In the entries below, find the line with "function strokePath(path, color, width, dash)" and the line with "ctx.font = font"; give again those lines and every line between them, exactly.

##### DATA TO PROCESS

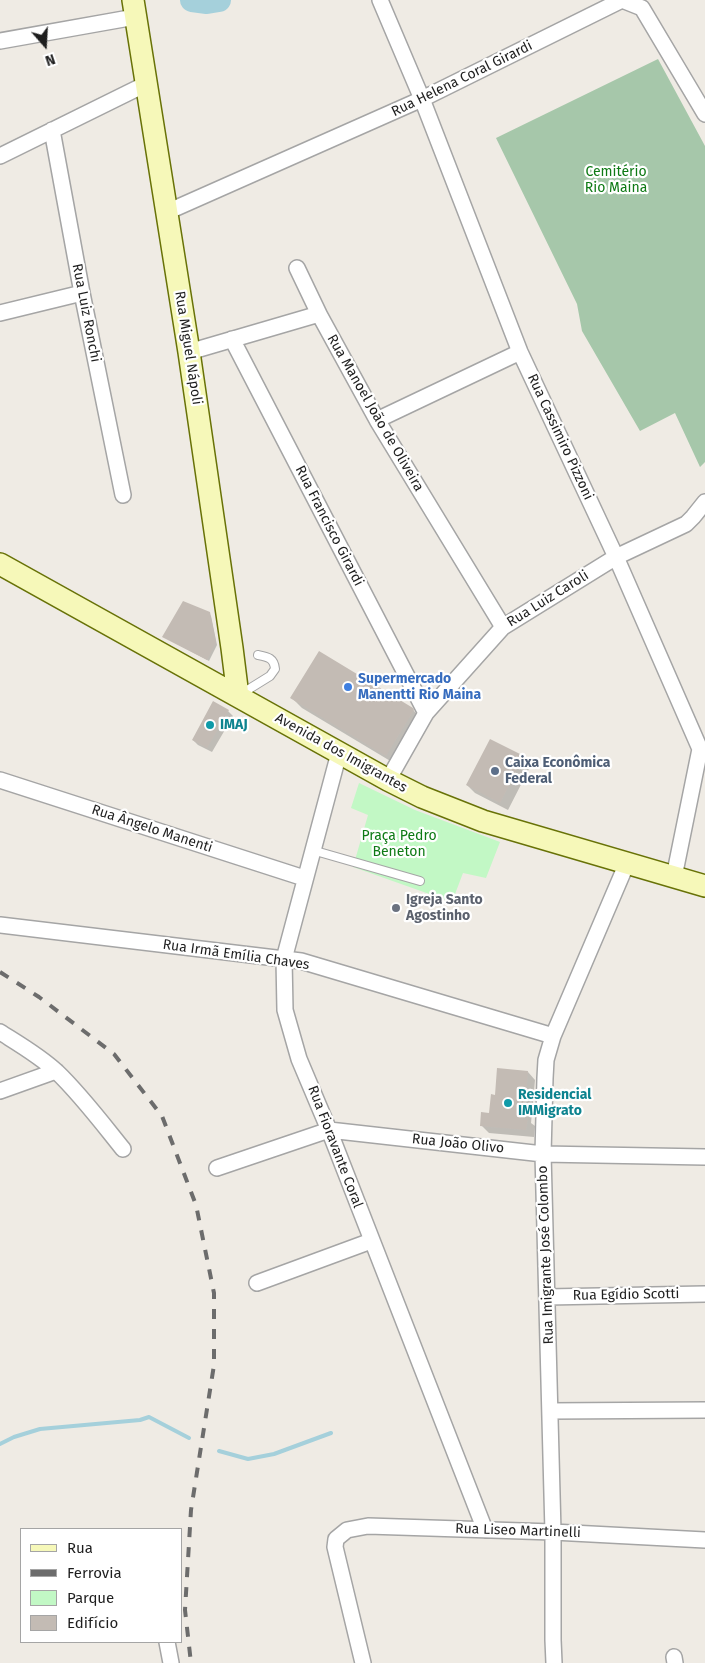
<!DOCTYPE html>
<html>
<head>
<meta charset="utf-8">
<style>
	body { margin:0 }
	#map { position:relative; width:705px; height:1663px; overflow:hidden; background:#efebe4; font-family:"Fira Sans",sans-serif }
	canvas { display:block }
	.legend { position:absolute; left:20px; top:1528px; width:162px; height:115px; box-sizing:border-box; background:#fff; border:1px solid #a5a5a5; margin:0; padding:6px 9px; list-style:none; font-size:15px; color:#1e1e1e }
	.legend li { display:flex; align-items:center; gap:10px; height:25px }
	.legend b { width:25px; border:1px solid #a5a5a5 }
	.north { position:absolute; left:20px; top:20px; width:50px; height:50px; -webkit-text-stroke:4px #fff; paint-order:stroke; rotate:161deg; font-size:14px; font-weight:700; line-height:20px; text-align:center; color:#1e1e1e }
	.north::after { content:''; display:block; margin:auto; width:18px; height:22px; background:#1e1e1e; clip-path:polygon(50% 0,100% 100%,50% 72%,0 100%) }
</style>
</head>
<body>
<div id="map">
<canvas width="705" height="1663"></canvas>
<ul class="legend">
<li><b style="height:6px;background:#f6f8b9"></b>Rua</li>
<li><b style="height:6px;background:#6c6c6c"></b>Ferrovia</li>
<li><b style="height:14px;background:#c2f8c5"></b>Parque</li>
<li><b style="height:14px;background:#c3bbb4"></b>Edifício</li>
</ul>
<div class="north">N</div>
</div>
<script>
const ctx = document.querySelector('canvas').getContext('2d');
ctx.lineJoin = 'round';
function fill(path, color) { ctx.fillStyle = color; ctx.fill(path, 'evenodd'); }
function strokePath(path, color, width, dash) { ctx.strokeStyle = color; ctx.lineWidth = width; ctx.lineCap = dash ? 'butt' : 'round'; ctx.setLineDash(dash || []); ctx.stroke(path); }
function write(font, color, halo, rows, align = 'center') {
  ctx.font = font + ' "Fira Sans",sans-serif'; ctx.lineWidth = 4.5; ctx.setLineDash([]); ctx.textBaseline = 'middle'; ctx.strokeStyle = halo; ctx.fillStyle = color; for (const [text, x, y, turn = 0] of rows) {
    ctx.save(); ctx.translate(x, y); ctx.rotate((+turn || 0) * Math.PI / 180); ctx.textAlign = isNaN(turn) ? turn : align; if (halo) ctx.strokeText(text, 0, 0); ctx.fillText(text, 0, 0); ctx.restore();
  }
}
fill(new Path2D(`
	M658,59L705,146V462L700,467L675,413L640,431L582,331L577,304L496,138Z`), '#a6c7aa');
fill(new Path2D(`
	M359,783L415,810L500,842L486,878L463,873L452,902L353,867L368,815L351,808Z`), '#c2f8c5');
fill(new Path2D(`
	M209,614L211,616L217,645L209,661L164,637Z
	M292,698L412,709L422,719L397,765L302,708Z
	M228,711L233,716L212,752L198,745L193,740Z
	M523,757L531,765L508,810L475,793L467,785Z
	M528,1072L535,1080L531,1123L535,1126L534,1137L489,1133L481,1125L490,1114L496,1096Z`), '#0003');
strokePath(new Path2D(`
	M0,1444L14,1437L40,1429L140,1420L149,1417L189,1438
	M219,1451L248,1459L274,1454L331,1433`), '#a5d0db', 4);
strokePath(new Path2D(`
	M192,0L207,2L219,0`), '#a5d0db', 24);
fill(new Path2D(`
	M183,601L210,612L216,642L207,660L162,637Z
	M319,651L413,708L414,710L386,756L290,698Z
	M213,701L229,710L207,748L192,740Z
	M490,739L524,756L500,803L466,785Z
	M497,1068L528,1071L524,1117L528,1118L526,1130L480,1126L481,1112L489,1113L491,1094L495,1095Z`), '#c3bbb4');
const lane = new Path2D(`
	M241,694L270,676L275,669C274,658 268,657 258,655
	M312,850L420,881`);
const street = new Path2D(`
	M380,0L422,99L520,352L616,557L700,749L674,877
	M0,41L135,17
	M52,130L82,293L123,495
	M0,156L146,84
	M167,212L422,99L622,0L642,8L705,114
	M297,268L319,314
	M0,313L82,293
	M232,339L426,713
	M189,352L319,314L377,420L503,627
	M377,420L520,352
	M339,753L284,959L285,1010L299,1059L329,1130L485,1530
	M0,780L304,878
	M388,780L426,713L503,627L616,557L686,524L693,517L705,502
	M0,925L301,961L553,1036
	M0,1032C19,1044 40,1056 57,1072C81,1095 102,1123 123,1149
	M0,1091L56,1071
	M217,1168L329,1130L543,1154L705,1157
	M257,1283L371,1241
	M547,1297L705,1294
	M550,1411L705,1410
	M167,1642L171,1663
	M674,1657L675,1663
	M363,1663L335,1547L336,1539L347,1530L368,1526L553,1532L705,1540
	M554,1663L553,1640V1532L543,1154L545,1078L546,1060L553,1036L627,863`);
const secondary = new Path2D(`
	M133,0L189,352L232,648L238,696
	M0,564L388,780L422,797L483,821L705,886`);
strokePath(lane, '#a5a5a5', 10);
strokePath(street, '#a5a5a5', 18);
strokePath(secondary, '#687207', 24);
strokePath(lane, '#fff', 8);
strokePath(street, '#fff', 15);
strokePath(secondary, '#f6f8b9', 21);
strokePath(new Path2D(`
	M0,972L39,997L114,1054L162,1116L196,1205L214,1293V1365L191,1510L185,1610L191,1663`), '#6c6c6c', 4, [10, 10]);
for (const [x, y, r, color] of [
	[348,687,5,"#3f7fe0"],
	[210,725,5,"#0f9aa8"],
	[495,771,5,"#5c6f8a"],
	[396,908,5,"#6b7280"],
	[508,1103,5,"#0f9aa8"]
]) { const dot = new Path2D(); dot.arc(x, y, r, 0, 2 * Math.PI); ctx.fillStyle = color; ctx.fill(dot); strokePath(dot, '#fff', 2); }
write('14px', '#1e1e1e', '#fff', [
	["Rua Helena Coral Girardi",462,79,-26],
	["Rua Luiz Ronchi",86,313,79],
	["Rua Miguel Nápoli",188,348,81],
	["Rua Manoel João de Oliveira",375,413,60],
	["Rua Cassimiro Pizzoni",560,437,65],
	["Rua Francisco Girardi",329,526,63],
	["Rua Luiz Caroli",548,599,-32],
	["Avenida dos Imigrantes",341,753,29],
	["Rua Ângelo Manenti",152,829,18],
	["Rua Irmã Emília Chaves",236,955,8],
	["Rua João Olivo",458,1144,6],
	["Rua Fioravante Coral",335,1147,69],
	["Rua Imigrante José Colombo",546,1255,-92],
	["Rua Egídio Scotti",626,1295,-1],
	["Rua Liseo Martinelli",518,1531,2]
]);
write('14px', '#0e7a15', '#fff', [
	["Cemitério",616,172],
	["Rio Maina",616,188],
	["Praça Pedro",399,836],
	["Beneton",399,852]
]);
write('bold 14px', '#366cbe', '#fff', [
	["Supermercado",358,679],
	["Manentti Rio Maina",358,695]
], 'left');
write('bold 14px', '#0d838f', '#fff', [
	["IMAJ",220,725],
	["Residencial",518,1095],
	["IMMigrato",518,1111]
], 'left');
write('bold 14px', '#4e5e75', '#fff', [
	["Caixa Econômica",505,763],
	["Federal",505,779]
], 'left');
write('bold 14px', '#5b616d', '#fff', [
	["Igreja Santo",406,900],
	["Agostinho",406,916]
], 'left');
</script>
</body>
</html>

##########

_COMPLETED EXERCISE:_
function strokePath(path, color, width, dash) { ctx.strokeStyle = color; ctx.lineWidth = width; ctx.lineCap = dash ? 'butt' : 'round'; ctx.setLineDash(dash || []); ctx.stroke(path); }
function write(font, color, halo, rows, align = 'center') {
  ctx.font = font + ' "Fira Sans",sans-serif'; ctx.lineWidth = 4.5; ctx.setLineDash([]); ctx.textBaseline = 'middle'; ctx.strokeStyle = halo; ctx.fillStyle = color; for (const [text, x, y, turn = 0] of rows) {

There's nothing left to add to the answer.